═════ Data to process ═════

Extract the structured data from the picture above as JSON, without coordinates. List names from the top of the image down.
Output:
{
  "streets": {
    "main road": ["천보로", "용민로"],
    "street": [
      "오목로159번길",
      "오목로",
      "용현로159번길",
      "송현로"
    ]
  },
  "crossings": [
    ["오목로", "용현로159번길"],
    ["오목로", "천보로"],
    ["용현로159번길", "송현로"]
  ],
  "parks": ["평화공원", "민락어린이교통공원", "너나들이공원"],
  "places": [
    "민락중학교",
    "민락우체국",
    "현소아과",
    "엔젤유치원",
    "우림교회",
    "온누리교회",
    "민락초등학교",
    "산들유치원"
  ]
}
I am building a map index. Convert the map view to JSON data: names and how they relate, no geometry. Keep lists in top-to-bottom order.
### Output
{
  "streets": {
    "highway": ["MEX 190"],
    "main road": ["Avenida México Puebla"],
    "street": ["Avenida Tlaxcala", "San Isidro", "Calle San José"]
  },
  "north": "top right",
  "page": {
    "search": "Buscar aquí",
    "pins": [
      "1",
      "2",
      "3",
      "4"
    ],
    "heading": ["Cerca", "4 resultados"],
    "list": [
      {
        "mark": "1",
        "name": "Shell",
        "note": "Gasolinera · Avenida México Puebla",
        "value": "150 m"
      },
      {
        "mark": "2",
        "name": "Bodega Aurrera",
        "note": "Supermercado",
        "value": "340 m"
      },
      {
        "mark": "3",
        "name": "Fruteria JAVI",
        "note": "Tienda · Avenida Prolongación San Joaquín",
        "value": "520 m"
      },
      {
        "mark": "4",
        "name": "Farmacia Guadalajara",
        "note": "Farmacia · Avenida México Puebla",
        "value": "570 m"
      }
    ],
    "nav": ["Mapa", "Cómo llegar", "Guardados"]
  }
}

═════

Task requirements
The full listing above is to be retyped exactly.

Solved exercise
Extract the structured data from the picture above as JSON, without coordinates. List names from the top of the image down.
Output:
{
  "streets": {
    "main road": ["천보로", "용민로"],
    "street": [
      "오목로159번길",
      "오목로",
      "용현로159번길",
      "송현로"
    ]
  },
  "crossings": [
    ["오목로", "용현로159번길"],
    ["오목로", "천보로"],
    ["용현로159번길", "송현로"]
  ],
  "parks": ["평화공원", "민락어린이교통공원", "너나들이공원"],
  "places": [
    "민락중학교",
    "민락우체국",
    "현소아과",
    "엔젤유치원",
    "우림교회",
    "온누리교회",
    "민락초등학교",
    "산들유치원"
  ]
}
I am building a map index. Convert the map view to JSON data: names and how they relate, no geometry. Keep lists in top-to-bottom order.
### Output
{
  "streets": {
    "highway": ["MEX 190"],
    "main road": ["Avenida México Puebla"],
    "street": ["Avenida Tlaxcala", "San Isidro", "Calle San José"]
  },
  "north": "top right",
  "page": {
    "search": "Buscar aquí",
    "pins": [
      "1",
      "2",
      "3",
      "4"
    ],
    "heading": ["Cerca", "4 resultados"],
    "list": [
      {
        "mark": "1",
        "name": "Shell",
        "note": "Gasolinera · Avenida México Puebla",
        "value": "150 m"
      },
      {
        "mark": "2",
        "name": "Bodega Aurrera",
        "note": "Supermercado",
        "value": "340 m"
      },
      {
        "mark": "3",
        "name": "Fruteria JAVI",
        "note": "Tienda · Avenida Prolongación San Joaquín",
        "value": "520 m"
      },
      {
        "mark": "4",
        "name": "Farmacia Guadalajara",
        "note": "Farmacia · Avenida México Puebla",
        "value": "570 m"
      }
    ],
    "nav": ["Mapa", "Cómo llegar", "Guardados"]
  }
}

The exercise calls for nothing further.